Some Common Causes of Depression Can Include:

• Losing a Loved One - Grief after the loss of a loved one, although a natural part of life, can increase the risk of mental health conditions like depression

• Experiencing Trauma of Abuse - Any form of physical, emotional, or sexual abuse

• Ongoing Illness - Depression can happen alongside with a serious illness, or even be triggered by another medical condition.

• Substance Misuse - People who have substance abuse issues can also suffer from depression, and although substances can feel like they are helping, they typically make the individual go deeper into depression.

• Sudden Life Changes - Sudden life changes, whether they are good or bad lead to depression. This includes unseeingly positive events like graduating college, starting a new job, or getting married for example.

• Traumatic Childhood Experiences - Traumatic experiences in childhood have been linked to depression, some examples include divorce of parents, moving frequently, abuse, etc.

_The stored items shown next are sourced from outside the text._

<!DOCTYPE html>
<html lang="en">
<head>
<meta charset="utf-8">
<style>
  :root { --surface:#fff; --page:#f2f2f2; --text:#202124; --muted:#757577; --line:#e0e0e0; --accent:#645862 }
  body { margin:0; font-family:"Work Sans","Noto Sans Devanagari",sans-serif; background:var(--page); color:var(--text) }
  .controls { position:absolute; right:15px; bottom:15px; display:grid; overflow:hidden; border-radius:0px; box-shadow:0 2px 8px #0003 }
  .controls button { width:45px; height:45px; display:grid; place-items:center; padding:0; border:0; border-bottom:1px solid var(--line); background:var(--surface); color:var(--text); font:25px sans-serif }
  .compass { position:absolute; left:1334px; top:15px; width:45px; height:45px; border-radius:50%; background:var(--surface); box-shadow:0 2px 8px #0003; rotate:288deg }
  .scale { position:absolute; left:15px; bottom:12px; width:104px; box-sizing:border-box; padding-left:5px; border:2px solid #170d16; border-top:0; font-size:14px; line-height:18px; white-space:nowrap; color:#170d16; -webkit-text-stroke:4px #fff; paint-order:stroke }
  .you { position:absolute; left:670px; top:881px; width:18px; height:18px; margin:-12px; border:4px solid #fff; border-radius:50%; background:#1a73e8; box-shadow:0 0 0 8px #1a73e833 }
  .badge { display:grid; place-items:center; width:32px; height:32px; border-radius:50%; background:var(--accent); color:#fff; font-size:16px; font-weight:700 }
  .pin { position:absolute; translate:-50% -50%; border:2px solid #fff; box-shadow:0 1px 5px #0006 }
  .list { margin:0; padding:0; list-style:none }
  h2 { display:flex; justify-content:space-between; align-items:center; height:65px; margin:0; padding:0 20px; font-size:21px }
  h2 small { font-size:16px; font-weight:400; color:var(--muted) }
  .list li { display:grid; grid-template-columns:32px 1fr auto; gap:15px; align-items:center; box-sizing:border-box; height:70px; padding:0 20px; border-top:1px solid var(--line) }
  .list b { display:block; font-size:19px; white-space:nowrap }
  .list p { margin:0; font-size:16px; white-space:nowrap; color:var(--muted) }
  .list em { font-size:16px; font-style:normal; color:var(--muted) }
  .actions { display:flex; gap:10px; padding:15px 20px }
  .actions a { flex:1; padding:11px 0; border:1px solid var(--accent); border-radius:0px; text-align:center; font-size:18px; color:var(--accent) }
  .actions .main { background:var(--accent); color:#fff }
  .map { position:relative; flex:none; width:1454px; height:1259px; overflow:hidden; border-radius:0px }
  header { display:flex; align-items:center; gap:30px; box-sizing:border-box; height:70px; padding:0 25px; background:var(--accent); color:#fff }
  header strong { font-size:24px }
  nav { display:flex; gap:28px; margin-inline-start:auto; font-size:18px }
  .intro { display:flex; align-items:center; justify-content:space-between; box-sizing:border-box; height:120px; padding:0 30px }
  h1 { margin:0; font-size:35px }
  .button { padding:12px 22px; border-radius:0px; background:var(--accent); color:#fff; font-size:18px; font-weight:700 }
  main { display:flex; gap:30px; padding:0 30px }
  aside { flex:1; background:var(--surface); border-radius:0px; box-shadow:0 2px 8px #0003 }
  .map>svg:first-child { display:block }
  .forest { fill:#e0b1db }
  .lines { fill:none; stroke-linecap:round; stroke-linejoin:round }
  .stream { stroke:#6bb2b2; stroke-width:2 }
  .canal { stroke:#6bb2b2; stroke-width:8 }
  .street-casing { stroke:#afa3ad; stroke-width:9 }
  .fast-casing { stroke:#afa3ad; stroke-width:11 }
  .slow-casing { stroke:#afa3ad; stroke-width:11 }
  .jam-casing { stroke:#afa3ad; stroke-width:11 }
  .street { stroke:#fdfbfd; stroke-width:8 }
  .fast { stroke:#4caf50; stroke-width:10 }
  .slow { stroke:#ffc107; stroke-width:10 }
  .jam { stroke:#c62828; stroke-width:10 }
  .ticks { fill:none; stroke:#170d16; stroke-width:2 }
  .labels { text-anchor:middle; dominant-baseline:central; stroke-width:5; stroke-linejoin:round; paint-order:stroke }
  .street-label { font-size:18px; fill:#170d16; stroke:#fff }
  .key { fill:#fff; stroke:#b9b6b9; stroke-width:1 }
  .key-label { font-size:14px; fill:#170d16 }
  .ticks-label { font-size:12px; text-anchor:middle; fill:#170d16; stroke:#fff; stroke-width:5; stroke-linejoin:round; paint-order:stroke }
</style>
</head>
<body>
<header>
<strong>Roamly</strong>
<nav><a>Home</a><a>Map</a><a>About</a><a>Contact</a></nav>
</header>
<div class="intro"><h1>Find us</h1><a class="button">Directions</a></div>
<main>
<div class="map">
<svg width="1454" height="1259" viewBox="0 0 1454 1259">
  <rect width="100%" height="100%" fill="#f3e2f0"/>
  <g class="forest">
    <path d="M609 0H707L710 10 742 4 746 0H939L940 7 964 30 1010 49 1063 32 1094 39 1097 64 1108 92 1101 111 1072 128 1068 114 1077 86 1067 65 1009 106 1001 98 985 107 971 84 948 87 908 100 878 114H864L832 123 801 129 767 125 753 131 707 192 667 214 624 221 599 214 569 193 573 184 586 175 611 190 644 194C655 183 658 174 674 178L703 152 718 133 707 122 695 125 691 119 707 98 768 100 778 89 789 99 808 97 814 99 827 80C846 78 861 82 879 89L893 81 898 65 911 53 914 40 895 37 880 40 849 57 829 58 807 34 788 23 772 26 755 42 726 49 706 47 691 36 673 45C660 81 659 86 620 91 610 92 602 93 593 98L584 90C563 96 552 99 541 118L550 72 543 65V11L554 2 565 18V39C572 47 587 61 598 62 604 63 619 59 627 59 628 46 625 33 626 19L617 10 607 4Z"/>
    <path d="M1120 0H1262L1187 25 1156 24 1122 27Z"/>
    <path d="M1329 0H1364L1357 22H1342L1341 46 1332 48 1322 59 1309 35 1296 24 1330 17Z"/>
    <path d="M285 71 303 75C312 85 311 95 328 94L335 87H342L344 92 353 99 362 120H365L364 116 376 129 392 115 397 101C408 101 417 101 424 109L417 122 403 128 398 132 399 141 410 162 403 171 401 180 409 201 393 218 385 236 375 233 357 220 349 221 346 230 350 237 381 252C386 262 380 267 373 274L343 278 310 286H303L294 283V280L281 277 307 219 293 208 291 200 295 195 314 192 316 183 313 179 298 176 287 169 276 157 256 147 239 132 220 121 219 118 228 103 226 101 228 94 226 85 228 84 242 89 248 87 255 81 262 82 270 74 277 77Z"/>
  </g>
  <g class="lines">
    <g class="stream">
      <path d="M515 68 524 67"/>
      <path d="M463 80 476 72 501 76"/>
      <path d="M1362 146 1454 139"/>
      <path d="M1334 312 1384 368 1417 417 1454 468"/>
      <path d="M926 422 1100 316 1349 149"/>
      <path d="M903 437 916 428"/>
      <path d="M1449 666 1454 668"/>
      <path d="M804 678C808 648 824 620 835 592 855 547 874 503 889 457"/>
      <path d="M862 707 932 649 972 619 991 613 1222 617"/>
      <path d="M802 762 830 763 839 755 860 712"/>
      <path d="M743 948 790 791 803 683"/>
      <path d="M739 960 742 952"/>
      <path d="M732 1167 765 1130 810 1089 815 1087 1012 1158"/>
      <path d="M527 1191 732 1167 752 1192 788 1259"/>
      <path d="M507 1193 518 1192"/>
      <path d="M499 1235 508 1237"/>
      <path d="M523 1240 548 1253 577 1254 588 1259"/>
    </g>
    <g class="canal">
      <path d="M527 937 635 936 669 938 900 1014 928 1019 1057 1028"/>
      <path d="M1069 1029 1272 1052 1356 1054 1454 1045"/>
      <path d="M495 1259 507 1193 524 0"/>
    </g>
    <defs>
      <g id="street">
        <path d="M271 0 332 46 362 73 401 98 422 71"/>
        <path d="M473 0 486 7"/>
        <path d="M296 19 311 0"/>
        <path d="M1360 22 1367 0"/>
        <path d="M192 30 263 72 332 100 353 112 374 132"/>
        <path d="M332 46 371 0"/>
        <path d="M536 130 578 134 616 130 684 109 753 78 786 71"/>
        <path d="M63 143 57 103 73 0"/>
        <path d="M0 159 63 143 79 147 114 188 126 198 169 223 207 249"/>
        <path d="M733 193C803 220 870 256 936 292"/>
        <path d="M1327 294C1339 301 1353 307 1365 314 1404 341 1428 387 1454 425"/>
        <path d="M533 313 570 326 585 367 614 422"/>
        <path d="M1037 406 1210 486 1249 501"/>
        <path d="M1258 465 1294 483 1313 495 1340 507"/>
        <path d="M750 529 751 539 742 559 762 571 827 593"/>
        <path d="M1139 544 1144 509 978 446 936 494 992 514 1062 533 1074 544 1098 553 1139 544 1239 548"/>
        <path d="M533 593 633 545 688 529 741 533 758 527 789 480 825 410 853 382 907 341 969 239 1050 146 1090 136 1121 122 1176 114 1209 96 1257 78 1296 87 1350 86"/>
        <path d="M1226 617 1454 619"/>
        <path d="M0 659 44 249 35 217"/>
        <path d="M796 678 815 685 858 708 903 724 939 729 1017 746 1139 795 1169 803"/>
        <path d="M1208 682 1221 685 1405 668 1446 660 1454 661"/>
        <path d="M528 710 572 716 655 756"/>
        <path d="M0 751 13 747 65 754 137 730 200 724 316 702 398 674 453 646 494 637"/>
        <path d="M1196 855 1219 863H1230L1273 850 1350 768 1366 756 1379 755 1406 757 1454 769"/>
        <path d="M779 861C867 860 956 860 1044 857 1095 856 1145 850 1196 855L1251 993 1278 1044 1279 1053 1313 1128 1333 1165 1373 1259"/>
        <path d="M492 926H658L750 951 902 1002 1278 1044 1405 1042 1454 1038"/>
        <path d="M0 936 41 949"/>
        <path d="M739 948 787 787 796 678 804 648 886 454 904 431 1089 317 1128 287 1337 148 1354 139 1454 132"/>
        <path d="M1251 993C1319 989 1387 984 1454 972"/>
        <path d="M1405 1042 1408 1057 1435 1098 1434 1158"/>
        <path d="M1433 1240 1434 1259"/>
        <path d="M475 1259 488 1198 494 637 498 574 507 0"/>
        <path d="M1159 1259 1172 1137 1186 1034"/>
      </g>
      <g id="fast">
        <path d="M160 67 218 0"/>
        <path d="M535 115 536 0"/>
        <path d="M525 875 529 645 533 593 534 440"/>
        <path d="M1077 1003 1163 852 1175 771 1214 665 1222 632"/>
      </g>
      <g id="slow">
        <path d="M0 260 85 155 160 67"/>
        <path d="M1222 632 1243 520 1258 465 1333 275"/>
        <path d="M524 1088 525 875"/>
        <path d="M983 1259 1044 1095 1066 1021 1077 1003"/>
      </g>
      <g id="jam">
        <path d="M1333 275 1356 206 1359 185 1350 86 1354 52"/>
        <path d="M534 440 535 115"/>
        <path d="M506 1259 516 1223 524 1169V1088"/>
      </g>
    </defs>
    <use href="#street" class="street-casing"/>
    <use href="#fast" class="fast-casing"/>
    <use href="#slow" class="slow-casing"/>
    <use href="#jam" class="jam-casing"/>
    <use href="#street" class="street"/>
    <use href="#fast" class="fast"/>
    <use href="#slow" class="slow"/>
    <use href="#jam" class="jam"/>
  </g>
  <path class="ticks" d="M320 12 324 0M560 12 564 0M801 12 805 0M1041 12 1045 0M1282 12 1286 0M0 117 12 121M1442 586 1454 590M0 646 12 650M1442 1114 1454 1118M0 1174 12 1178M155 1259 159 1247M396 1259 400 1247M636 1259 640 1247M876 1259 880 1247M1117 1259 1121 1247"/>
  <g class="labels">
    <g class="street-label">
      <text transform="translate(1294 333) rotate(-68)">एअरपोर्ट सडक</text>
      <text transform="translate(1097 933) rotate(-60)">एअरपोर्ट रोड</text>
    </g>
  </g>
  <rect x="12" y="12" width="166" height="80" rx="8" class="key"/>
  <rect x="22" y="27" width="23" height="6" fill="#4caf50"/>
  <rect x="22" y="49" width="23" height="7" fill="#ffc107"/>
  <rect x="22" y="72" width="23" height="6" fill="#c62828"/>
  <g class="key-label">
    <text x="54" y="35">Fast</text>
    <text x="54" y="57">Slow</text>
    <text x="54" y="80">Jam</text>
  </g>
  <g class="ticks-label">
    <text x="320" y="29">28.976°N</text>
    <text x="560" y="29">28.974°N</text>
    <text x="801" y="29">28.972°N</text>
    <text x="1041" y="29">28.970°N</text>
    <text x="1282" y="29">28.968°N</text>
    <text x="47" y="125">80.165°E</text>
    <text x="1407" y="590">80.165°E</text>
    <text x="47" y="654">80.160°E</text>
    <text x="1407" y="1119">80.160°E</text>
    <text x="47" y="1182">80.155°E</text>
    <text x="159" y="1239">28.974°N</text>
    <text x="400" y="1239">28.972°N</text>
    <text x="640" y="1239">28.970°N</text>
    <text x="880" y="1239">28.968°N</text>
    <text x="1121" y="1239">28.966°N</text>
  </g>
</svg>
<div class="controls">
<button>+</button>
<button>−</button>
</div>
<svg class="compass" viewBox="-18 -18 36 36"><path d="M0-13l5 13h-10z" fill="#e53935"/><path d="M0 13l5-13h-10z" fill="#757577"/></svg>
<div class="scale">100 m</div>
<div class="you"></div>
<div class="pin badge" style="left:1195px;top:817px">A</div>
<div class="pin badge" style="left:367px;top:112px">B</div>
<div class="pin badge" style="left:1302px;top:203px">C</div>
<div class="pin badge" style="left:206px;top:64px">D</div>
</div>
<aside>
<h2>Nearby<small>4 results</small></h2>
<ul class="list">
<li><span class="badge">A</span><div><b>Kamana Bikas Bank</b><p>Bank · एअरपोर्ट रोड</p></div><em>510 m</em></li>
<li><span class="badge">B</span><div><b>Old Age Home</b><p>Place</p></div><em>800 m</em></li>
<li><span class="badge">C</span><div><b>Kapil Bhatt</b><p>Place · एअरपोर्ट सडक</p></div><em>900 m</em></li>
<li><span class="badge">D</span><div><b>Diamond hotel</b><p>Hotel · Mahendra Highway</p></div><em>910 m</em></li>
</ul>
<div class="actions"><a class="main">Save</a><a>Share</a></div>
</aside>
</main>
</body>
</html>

Various Common Symptoms of Depression

• Feelings of anxiety or sadness

• Eating more or less than usual, having no appetite

• Hard time falling asleep and staying asleep

• Experiencing a lot of pains and aches, headaches, stomach pains

• Loss of interest in hobbies and social activities

• Feelings restless, irritable, or easily frustrated

• Feeling tired, even when well rested

• Thoughts about and feeling helpless, worthless, guilty

• Thinking of self-harm or suicide

How To Observe National Depression Education and Awareness Month

Reach Out

• One of the best ways to observe this holiday is to reach out to friends, family, and those in your community. A listening ear, a comforting hug, empathy, and asking questions while withholding judgment can go a long way to comfort others.

Share Your Story

• Don’t be afraid to tell those who are struggling about your own experiences with depression. Depression is extremely common, and helping others know they are not alone can be very encouraging.

Educate Yourself

• One of the best ways you can help yourself (and those around you) is to learn about common symptoms and effects of depression. The more you know, the better you can recognize when someone may need your love and support.